June 26, 2009 at 23:28 | Unregistered CommenterNorman U.
"At bottom the world isn't a joke. We only joke about it to avoid an issue with someone, to let someone know that we know he's there with his questions; to disarm him by seeming to have heard and done justice to his side of the standing argument."
- Robert Frost
June 27, 2009 at 1:30 | Unregistered CommenterJacqueline
"We need to practice acting in spite of fear, in spite of doubt, in spite of worry, in spite of uncertainty, in spite of inconvenience, in spite of discomfort, and even to practice acting when we’re not in the mood to act."
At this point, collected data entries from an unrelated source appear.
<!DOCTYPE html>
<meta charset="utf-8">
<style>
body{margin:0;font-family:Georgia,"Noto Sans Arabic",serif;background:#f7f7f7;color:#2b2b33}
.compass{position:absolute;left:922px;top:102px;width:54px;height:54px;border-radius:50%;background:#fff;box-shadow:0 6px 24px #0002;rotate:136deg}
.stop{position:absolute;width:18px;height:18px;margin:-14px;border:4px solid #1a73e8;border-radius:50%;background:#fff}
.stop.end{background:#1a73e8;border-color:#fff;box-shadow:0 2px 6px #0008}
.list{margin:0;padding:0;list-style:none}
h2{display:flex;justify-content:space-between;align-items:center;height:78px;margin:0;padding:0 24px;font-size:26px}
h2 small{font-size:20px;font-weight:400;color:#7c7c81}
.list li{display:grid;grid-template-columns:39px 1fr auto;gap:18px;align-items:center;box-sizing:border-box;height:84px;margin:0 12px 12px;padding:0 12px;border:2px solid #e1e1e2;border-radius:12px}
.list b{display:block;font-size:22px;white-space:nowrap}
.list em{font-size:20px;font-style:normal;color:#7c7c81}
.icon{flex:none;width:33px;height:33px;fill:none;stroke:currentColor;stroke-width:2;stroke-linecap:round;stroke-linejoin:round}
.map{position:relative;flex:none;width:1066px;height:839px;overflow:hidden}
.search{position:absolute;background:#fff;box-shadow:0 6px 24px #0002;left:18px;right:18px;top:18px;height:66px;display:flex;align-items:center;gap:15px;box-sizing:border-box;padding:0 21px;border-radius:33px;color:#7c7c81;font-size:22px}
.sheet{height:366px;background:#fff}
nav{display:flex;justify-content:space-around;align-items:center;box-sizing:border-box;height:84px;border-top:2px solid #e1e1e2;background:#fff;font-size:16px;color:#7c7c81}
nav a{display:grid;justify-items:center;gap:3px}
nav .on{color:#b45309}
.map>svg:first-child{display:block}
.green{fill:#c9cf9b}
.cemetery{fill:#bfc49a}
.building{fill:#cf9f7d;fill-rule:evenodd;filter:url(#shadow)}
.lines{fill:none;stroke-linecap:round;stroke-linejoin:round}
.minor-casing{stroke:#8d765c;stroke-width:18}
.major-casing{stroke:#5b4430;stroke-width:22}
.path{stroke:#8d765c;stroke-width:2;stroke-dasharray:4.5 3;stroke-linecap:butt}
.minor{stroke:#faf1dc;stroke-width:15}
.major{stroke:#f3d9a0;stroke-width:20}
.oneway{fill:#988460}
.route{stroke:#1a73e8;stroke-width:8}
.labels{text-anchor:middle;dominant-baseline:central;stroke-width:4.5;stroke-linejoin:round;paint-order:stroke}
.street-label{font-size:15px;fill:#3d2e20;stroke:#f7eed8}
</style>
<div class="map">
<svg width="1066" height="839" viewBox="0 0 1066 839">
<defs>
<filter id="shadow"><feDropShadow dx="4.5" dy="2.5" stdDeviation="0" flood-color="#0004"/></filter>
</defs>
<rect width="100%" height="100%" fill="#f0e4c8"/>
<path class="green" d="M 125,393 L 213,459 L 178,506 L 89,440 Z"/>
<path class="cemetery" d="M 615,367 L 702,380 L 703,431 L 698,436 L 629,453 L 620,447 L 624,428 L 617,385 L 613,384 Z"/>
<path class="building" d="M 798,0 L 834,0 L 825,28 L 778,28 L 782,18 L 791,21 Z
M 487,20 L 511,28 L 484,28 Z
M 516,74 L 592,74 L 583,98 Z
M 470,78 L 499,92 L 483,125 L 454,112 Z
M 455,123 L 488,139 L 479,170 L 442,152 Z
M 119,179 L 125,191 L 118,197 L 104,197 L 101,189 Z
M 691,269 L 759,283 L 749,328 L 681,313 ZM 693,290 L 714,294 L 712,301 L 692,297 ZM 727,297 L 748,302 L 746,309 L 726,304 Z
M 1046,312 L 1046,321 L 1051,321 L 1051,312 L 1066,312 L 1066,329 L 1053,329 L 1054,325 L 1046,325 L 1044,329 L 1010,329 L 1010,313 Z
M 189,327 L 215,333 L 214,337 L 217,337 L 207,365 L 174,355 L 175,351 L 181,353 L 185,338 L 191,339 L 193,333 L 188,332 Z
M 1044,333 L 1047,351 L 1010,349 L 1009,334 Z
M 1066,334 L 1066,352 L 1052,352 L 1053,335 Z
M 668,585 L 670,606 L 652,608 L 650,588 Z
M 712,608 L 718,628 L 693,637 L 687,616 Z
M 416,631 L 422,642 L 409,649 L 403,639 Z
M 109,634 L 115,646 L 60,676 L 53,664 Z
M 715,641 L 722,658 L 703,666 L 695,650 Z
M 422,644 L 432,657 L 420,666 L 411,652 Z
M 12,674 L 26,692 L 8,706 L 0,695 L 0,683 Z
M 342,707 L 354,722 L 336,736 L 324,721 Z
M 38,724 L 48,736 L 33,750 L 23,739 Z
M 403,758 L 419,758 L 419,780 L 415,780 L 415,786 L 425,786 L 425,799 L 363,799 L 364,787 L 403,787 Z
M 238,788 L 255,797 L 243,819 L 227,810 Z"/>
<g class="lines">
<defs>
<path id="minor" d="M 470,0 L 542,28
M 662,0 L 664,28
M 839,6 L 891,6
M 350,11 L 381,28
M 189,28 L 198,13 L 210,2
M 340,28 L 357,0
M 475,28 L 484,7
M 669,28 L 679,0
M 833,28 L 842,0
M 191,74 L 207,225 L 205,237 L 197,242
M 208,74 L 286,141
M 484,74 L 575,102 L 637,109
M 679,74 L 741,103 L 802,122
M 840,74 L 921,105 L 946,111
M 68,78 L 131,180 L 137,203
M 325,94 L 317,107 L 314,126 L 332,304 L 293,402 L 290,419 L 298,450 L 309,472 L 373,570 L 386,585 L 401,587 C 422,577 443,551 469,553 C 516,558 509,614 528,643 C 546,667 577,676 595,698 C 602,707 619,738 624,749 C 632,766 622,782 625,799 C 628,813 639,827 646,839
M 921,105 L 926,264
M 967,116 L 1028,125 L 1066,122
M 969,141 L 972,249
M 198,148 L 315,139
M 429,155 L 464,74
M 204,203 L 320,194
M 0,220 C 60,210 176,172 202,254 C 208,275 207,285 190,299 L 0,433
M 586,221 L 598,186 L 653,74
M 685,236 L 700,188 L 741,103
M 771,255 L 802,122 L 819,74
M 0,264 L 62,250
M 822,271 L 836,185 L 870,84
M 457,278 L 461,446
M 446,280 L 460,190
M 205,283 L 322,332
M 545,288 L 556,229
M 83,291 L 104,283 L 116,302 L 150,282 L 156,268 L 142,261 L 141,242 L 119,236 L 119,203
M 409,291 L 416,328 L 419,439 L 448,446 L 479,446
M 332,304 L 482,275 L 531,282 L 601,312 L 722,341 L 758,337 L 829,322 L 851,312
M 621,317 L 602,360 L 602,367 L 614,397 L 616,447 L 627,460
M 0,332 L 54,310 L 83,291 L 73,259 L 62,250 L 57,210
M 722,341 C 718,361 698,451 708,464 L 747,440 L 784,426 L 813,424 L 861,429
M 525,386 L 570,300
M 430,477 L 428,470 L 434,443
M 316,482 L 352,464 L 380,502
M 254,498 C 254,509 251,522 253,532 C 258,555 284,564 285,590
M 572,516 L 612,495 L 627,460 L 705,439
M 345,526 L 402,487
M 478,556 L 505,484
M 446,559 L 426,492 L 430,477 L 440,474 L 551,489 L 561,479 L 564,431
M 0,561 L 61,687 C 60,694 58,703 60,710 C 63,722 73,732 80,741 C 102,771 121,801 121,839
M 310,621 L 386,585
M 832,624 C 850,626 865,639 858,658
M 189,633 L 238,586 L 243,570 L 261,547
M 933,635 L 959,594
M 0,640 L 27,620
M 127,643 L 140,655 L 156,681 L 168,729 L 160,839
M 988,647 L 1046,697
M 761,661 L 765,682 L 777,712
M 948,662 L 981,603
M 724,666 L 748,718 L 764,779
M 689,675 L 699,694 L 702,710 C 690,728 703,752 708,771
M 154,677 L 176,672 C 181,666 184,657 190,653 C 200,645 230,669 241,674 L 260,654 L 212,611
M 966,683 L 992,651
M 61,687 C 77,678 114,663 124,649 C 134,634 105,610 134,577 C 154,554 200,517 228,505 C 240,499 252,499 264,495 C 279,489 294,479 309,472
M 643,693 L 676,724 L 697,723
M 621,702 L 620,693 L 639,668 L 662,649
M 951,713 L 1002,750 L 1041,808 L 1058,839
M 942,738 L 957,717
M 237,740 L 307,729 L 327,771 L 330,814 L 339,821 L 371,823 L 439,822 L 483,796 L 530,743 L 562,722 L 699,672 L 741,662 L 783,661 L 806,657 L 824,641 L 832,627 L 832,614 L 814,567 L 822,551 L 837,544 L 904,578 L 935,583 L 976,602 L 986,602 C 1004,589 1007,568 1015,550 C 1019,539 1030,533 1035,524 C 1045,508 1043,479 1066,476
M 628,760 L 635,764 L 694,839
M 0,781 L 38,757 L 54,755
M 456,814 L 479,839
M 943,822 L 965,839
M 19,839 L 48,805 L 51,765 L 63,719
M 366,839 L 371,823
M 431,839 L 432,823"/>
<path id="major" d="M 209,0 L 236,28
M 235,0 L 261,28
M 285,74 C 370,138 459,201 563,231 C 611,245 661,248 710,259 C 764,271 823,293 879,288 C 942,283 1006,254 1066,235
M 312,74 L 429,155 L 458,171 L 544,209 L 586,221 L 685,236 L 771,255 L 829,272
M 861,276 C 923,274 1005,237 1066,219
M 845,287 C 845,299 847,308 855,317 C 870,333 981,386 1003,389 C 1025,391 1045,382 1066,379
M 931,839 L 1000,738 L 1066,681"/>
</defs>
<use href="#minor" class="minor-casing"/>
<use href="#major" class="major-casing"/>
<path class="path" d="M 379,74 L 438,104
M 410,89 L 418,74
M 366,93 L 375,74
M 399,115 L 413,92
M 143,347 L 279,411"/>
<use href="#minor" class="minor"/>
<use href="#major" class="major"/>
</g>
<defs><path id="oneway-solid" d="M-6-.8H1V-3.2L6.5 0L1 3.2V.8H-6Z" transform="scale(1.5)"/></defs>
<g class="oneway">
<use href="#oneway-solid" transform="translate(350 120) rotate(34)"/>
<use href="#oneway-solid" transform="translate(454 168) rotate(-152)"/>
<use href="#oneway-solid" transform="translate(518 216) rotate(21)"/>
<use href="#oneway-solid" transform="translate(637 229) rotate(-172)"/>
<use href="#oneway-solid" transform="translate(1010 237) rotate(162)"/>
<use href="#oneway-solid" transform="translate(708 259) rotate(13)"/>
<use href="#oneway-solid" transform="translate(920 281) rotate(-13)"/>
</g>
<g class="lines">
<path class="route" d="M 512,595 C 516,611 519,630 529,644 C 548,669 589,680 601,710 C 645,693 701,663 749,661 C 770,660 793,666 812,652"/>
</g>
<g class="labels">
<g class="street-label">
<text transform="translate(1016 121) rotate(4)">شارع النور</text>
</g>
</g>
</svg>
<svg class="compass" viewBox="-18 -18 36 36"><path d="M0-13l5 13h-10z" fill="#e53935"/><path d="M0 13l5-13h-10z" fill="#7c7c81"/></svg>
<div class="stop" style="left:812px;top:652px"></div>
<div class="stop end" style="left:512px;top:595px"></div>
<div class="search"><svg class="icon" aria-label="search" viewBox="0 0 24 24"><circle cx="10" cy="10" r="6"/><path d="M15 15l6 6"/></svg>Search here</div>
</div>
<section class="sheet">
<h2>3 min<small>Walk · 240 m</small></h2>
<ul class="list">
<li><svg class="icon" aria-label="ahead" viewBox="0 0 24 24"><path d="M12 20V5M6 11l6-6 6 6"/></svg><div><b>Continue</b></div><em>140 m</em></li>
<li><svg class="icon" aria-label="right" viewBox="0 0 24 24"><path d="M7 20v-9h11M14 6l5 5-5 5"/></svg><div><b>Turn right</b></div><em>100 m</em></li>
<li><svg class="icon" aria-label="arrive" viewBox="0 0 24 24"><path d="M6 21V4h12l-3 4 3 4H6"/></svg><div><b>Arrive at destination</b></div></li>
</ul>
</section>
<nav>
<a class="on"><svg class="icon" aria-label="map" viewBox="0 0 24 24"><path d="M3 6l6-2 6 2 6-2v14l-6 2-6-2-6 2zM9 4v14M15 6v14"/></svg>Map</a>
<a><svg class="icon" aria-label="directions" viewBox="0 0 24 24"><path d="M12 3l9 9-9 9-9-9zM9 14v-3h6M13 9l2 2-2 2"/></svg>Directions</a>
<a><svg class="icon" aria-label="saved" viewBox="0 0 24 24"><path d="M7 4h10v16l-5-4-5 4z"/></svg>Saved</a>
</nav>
"If you are willing to do only what’s easy, life will be hard. But if you’re willing to do what’s hard, life will be easy."

- Harv Eker
July 12, 2009 at 1:07 | Unregistered CommenterJacqueline
Hi Jacqueline
You always seem to tug at my heartstrings.....You quote sounds like I'm listening to my dad shoring me up except the life will be easy part. He used to say that things may feel effortless if you're willing or enjoying or totally engrossed, but never look for easy.....it's rarely fulfilling. Maybe he brainwashed me, but that's usually true...unless I'm intentionally in repose....but that's more about refreshing your mind or soaking in life's magesty, not looking for "easy". Challenge and excitement are what I love most. Effortless is more about attitude and/or mastery/familiarity.....not easy, yeah?
learning as I go
July 12, 2009 at 2:38 | Unregistered Commenterlearning as I go
As I just happen to be watching the movie right now:

"The best things in life are dirty
The worst thing in life is...
Wakin' up clean, without a bean"

-- "Paint Your Wagon" (Book and Lyrics by Alan J. Lerner)
July 12, 2009 at 12:51 | Unregistered CommenterMike
The best way to get things done is to do them.
The best way to do them is to start doing them.